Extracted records
____________________

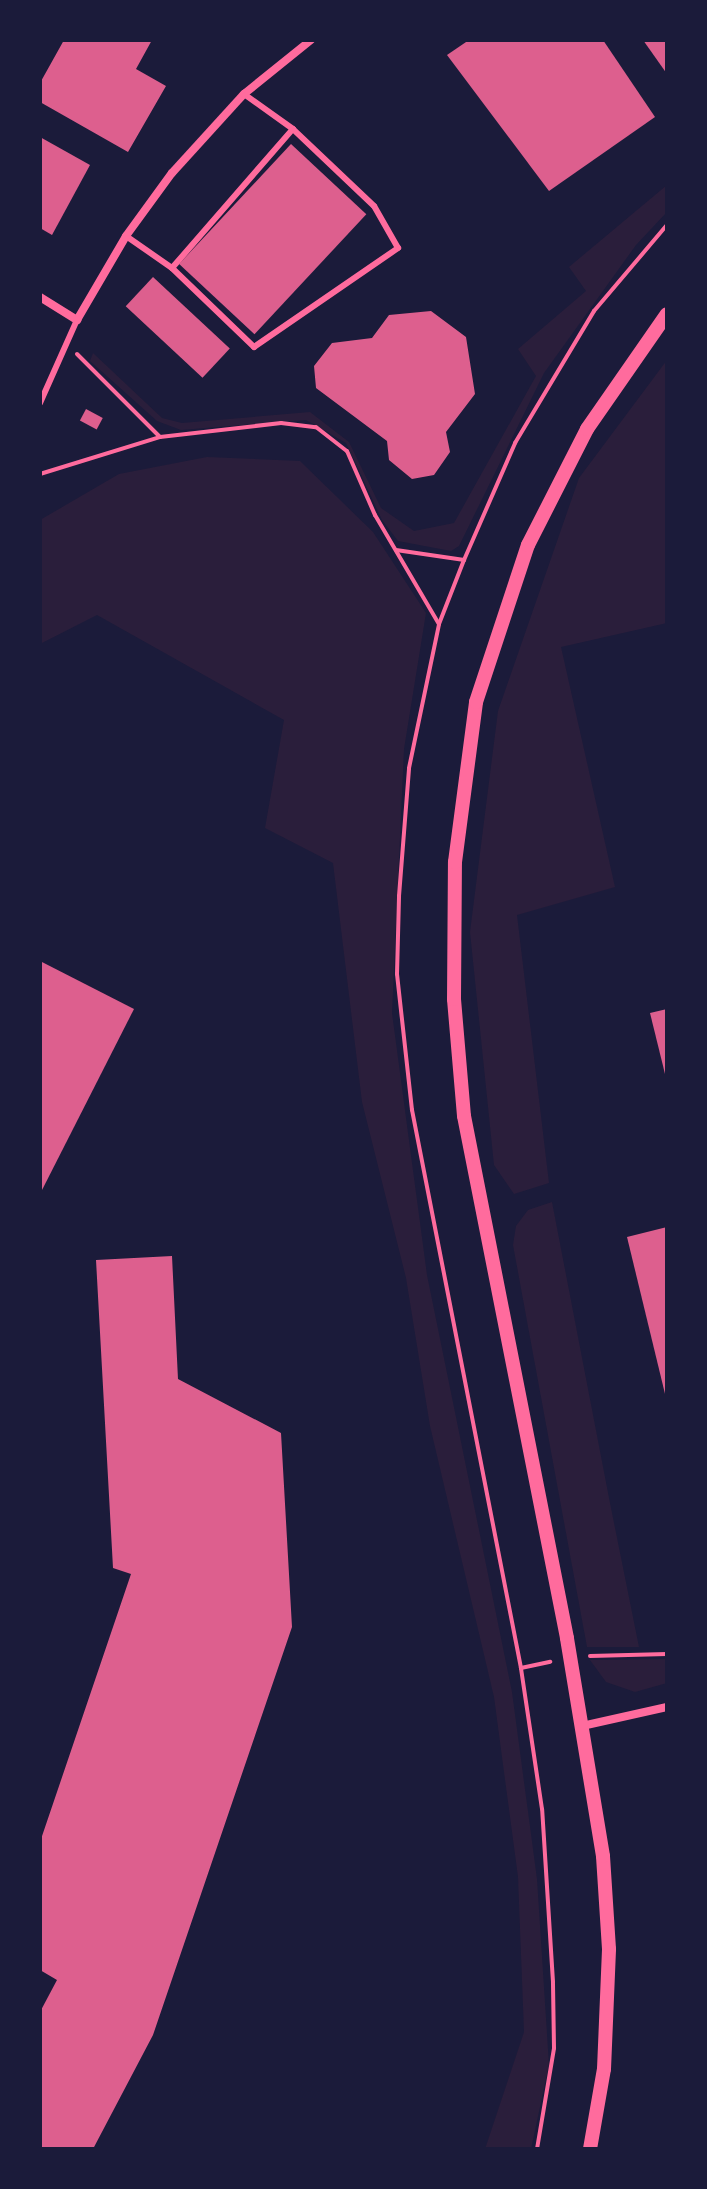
<!DOCTYPE html>
<html>
<head>
<meta charset="utf-8">
<style>
	body { margin:0 }
	#map { position:relative; width:707px; height:2189px; overflow:hidden; background:#1b1b3a; font-family:"Work Sans",sans-serif }
	div>[style] { position:absolute }
	.green>* { inset:0; background:#2a1e3b }
	.building>* { inset:0; background:#dd5f8e; transform-origin:0 0 }
	.path>* { height:4px; margin:-2px; padding:0 2px; transform-origin:2px; border-radius:2px; background:#ff6b9d }
	.service>* { height:6px; margin:-3px; padding:0 3px; transform-origin:3px; border-radius:3px; background:#ff6b9d }
	.minor>* { height:8px; margin:-4px; padding:0 4px; transform-origin:4px; border-radius:4px; background:#ff6b9d }
	.tertiary>* { height:14px; margin:-7px; padding:0 7px; transform-origin:7px; border-radius:7px; background:#ff6b9d }
	span { translate:-50% -50%; white-space:nowrap; text-align:center; line-height:1.15; -webkit-text-stroke:6px #1b1b3a; paint-order:stroke }
	.frame { position:absolute; inset:0; border:42px solid #1b1b3a; pointer-events:none }
</style>
</head>
<body>
<div id="map">
	<div class="green">
		<div style="clip-path:polygon(667px 185px,667px 212px,636px 245px,544px 373px,459px 546px,451px 551px,398px 541px,382px 520px,346px 443px,306px 420px,181px 430px,157px 421px,90px 361px,93px 353px,162px 418px,182px 423px,310px 412px,349px 442px,381px 508px,414px 531px,454px 523px,536px 376px,518px 349px,586px 291px,569px 267px)"></div>
		<div style="clip-path:polygon(667px 360px,667px 623px,561px 647px,615px 887px,517px 915px,549px 1183px,514px 1194px,494px 1165px,470px 932px,498px 711px,579px 478px)"></div>
		<div style="clip-path:polygon(207px 457px,300px 461px,373px 532px,426px 613px,404px 749px,392px 1013px,427px 1275px,512px 1692px,537px 1879px,549px 2065px,531px 2149px,485px 2149px,524px 2032px,518px 1877px,494px 1697px,430px 1426px,406px 1278px,362px 1102px,333px 863px,265px 828px,284px 720px,97px 615px,40px 644px,40px 520px,119px 474px)"></div>
		<div style="clip-path:polygon(552px 1202px,610px 1503px,639px 1647px,587px 1647px,513px 1245px,516px 1226px,528px 1210px)"></div>
		<div style="clip-path:polygon(667px 1659px,667px 1683px,635px 1692px,606px 1682px,590px 1660px)"></div>
	</div>
	<div class="building">
		<div style="clip-path:polygon(64px 40px,152px 40px,136px 69px,166px 86px,128px 152px,40px 102px,40px 83px)"></div>
		<div style="clip-path:polygon(469px 40px,603px 40px,655px 117px,549px 191px,447px 55px)"></div>
		<div style="clip-path:polygon(643px 40px,667px 40px,667px 74px)"></div>
		<div style="clip-path:polygon(40px 137px,90px 165px,52px 235px,40px 228px)"></div>
		<div style="left:291px;top:144px;width:103px;height:164px;rotate:43deg"></div>
		<div style="left:153px;top:277px;width:105px;height:40px;rotate:43deg"></div>
		<div style="clip-path:polygon(431px 311px,466px 337px,475px 394px,446px 432px,450px 452px,434px 475px,412px 479px,389px 460px,387px 441px,316px 388px,314px 366px,332px 343px,372px 338px,389px 315px)"></div>
		<div style="left:86px;top:409px;width:19px;height:13px;rotate:28deg"></div>
		<div style="clip-path:polygon(40px 961px,134px 1009px,40px 1194px)"></div>
		<div style="clip-path:polygon(667px 1009px,667px 1078px,666px 1078px,650px 1013px)"></div>
		<div style="clip-path:polygon(667px 1227px,667px 1398px,666px 1398px,627px 1237px)"></div>
		<div style="clip-path:polygon(172px 1256px,178px 1379px,281px 1433px,292px 1627px,153px 2035px,93px 2149px,40px 2149px,40px 2012px,57px 1980px,40px 1970px,40px 1842px,131px 1574px,113px 1568px,96px 1260px)"></div>
	</div>
	<div class="path">
		<div style="left:77px;top:354px;width:117px;rotate:45deg"></div>
		<div style="left:40px;top:474px;width:126px;rotate:-17.1deg"></div>
		<div style="left:160px;top:437px;width:122px;rotate:-6.6deg"></div>
		<div style="left:281px;top:423px;width:35px;rotate:7deg"></div>
		<div style="left:316px;top:427px;width:39px;rotate:38deg"></div>
		<div style="left:347px;top:451px;width:70px;rotate:66.4deg"></div>
		<div style="left:375px;top:515px;width:126px;rotate:59.6deg"></div>
		<div style="left:396px;top:550px;width:69px;rotate:8.4deg"></div>
		<div style="left:590px;top:1656px;width:77px;rotate:-1.5deg"></div>
		<div style="left:521px;top:1668px;width:30px;rotate:-12deg"></div>
		<div style="left:537px;top:2149px;width:102px;rotate:-80.4deg"></div>
		<div style="left:554px;top:2048px;width:66px;rotate:-90.9deg"></div>
		<div style="left:553px;top:1982px;width:173px;rotate:-93.6deg"></div>
		<div style="left:542px;top:1809px;width:143px;rotate:-98.5deg"></div>
		<div style="left:521px;top:1668px;width:569px;rotate:-101.05deg"></div>
		<div style="left:412px;top:1110px;width:137px;rotate:-96.3deg"></div>
		<div style="left:397px;top:974px;width:78px;rotate:-88.5deg"></div>
		<div style="left:399px;top:896px;width:128px;rotate:-85.5deg"></div>
		<div style="left:409px;top:768px;width:147px;rotate:-78.2deg"></div>
		<div style="left:439px;top:624px;width:69px;rotate:-68.7deg"></div>
		<div style="left:464px;top:560px;width:128px;rotate:-66.4deg"></div>
		<div style="left:515px;top:443px;width:154px;rotate:-59.1deg"></div>
		<div style="left:594px;top:311px;width:113px;rotate:-49.7deg"></div>
	</div>
	<div class="service">
		<div style="left:126px;top:236px;width:56px;rotate:34.8deg"></div>
		<div style="left:172px;top:268px;width:114px;rotate:43.9deg"></div>
		<div style="left:254px;top:347px;width:175px;rotate:-34.5deg"></div>
		<div style="left:398px;top:248px;width:48px;rotate:-119.7deg"></div>
		<div style="left:374px;top:206px;width:112px;rotate:-136.5deg"></div>
		<div style="left:293px;top:129px;width:60px;rotate:-144.5deg"></div>
		<div style="left:172px;top:268px;width:184px;rotate:-49deg"></div>
		<div style="left:40px;top:403px;width:91px;rotate:-66deg"></div>
	</div>
	<div class="minor">
		<div style="left:40px;top:297px;width:44px;rotate:31.9deg"></div>
		<div style="left:77px;top:320px;width:97px;rotate:-59.7deg"></div>
		<div style="left:126px;top:236px;width:78px;rotate:-53.9deg"></div>
		<div style="left:172px;top:173px;width:107px;rotate:-47.7deg"></div>
		<div style="left:244px;top:94px;width:86px;rotate:-38.9deg"></div>
		<div style="left:582px;top:1726px;width:87px;rotate:-12.6deg"></div>
	</div>
	<div class="tertiary">
		<div style="left:590px;top:2149px;width:81px;rotate:-80.1deg"></div>
		<div style="left:604px;top:2069px;width:120px;rotate:-87.6deg"></div>
		<div style="left:609px;top:1949px;width:93px;rotate:-93.7deg"></div>
		<div style="left:603px;top:1856px;width:221px;rotate:-99.4deg"></div>
		<div style="left:567px;top:1638px;width:532px;rotate:-101.16deg"></div>
		<div style="left:464px;top:1116px;width:117px;rotate:-94.9deg"></div>
		<div style="left:454px;top:999px;width:137px;rotate:-89.6deg"></div>
		<div style="left:455px;top:862px;width:161px;rotate:-82.5deg"></div>
		<div style="left:476px;top:702px;width:165px;rotate:-71.7deg"></div>
		<div style="left:528px;top:545px;width:130px;rotate:-63deg"></div>
		<div style="left:587px;top:429px;width:140px;rotate:-55.2deg"></div>
	</div>
	<div class="frame"></div>
</div>
</body>
</html>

____________________

WHAT IS EXPECTED: Retype the entries above exactly, starting at their first line and ending with the line that holds "height:4px; margin:-2px; padding:0"; pictures stay out.

ANSWER TO THIS EXERCISE:
<!DOCTYPE html>
<html>
<head>
<meta charset="utf-8">
<style>
	body { margin:0 }
	#map { position:relative; width:707px; height:2189px; overflow:hidden; background:#1b1b3a; font-family:"Work Sans",sans-serif }
	div>[style] { position:absolute }
	.green>* { inset:0; background:#2a1e3b }
	.building>* { inset:0; background:#dd5f8e; transform-origin:0 0 }
	.path>* { height:4px; margin:-2px; padding:0 2px; transform-origin:2px; border-radius:2px; background:#ff6b9d }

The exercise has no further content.